June 18, 2011
At a time when Europe is in crisis, it’s alarming to see so many conflicting statements from its leaders
EU Compeittion Commission Joaquin Almunia said today that Ireland’s bank guarantee, introduced in September 2008, was a mistake. I think you’d struggle to find an Irish person who hadn’t come to the conclusion two years ago, but it’s still interesting to hear it said.
What’s also notable is that Almunia spoke of how the guarantee, which generously promised to repay investors who had put money into the likes of (the now defunct) Anglo Irish Bank as well as guaranteeing depositors, came as a surprise to Brussels.

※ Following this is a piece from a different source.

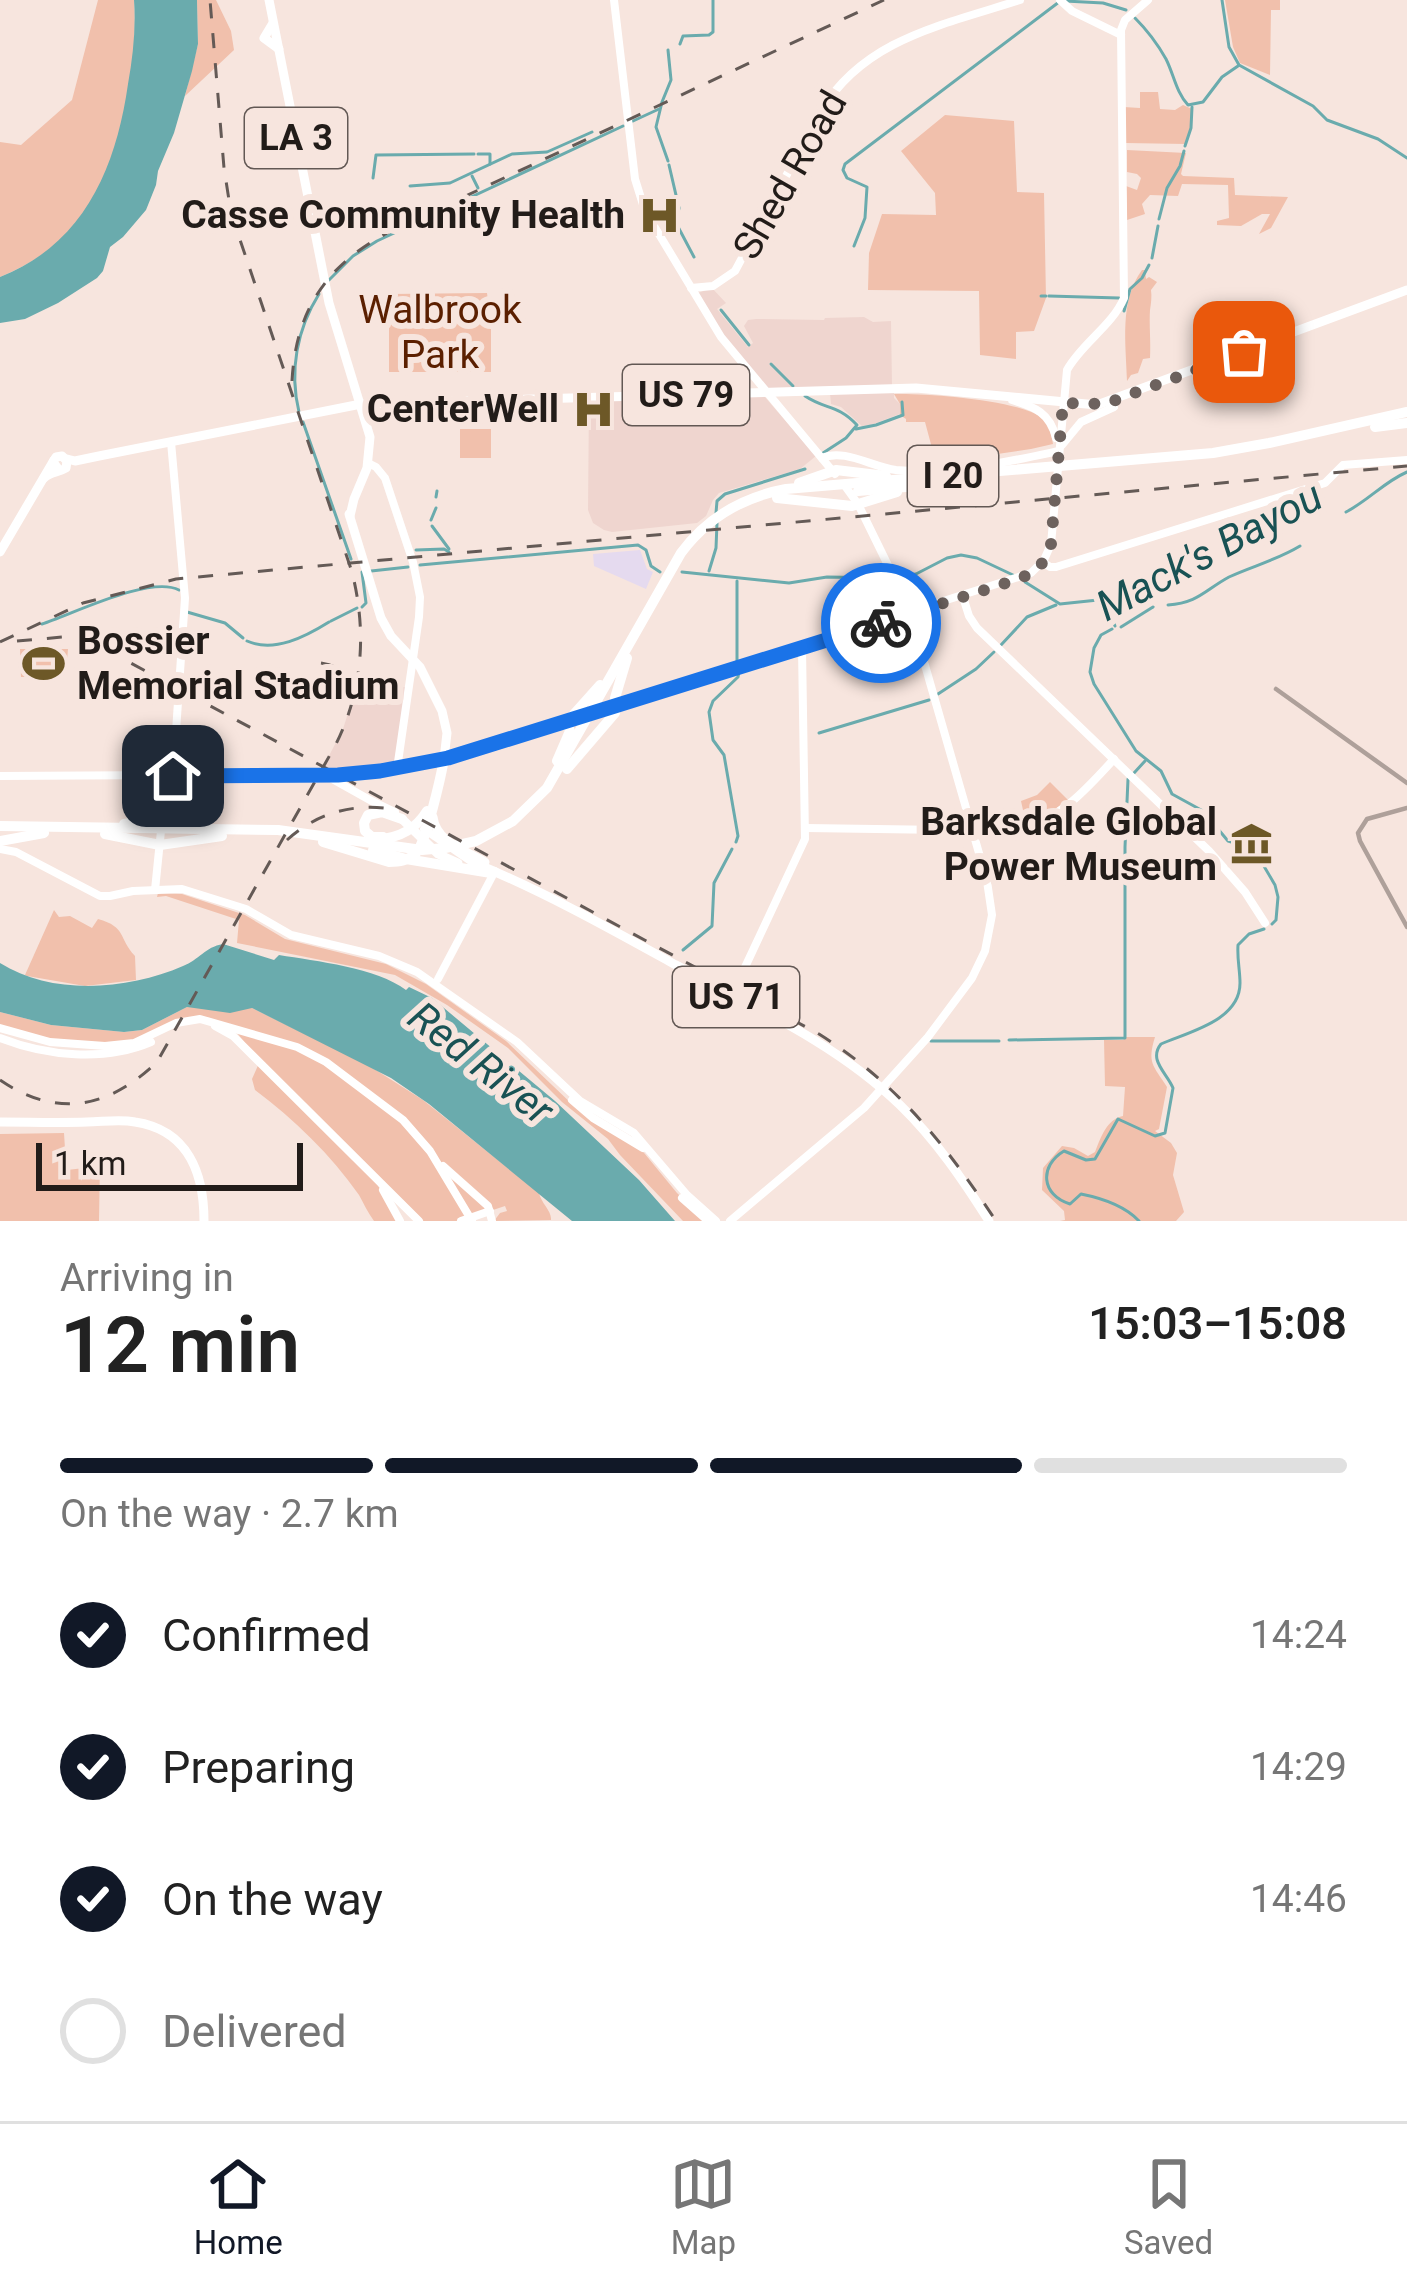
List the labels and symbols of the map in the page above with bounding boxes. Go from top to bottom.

Well, it wasn’t a surprise in Frankfurt.
I realise the EU has several institutions which are not always of one voice (to put it mildly), but it’s worth posting this clip where (then-Finance Minister) Lenihan refers to ECB chief, Jean-Claude Trichet, telling him to ‘save your banks at all costs’.
On the Sunday that the Irish government made that fateful decision in 2008, the Irish finance minister received a message from the ECB head honcho ordering him to do whatever it takes to prevent the collapse of the banks. When the ECB is propping up your banking system you are forced to listen. (Note how they have threatened to pull the plug on support for Greece’s banks if Athens defaults.)
Lenihan (who was buried this week) may have misinterpreted this in a catastrophic manner – or he may have understood it correctly, in all its catastrophic consequences. In any case, the Commission was out of the loop. Almunia – who was in charge of the Commission’s economic porfolio at the time – said the decision was sprung on the Berlaymont who were presented on Monday morning with a fait accompli. Pity Trichet didn’t have Almunia’s mobile number…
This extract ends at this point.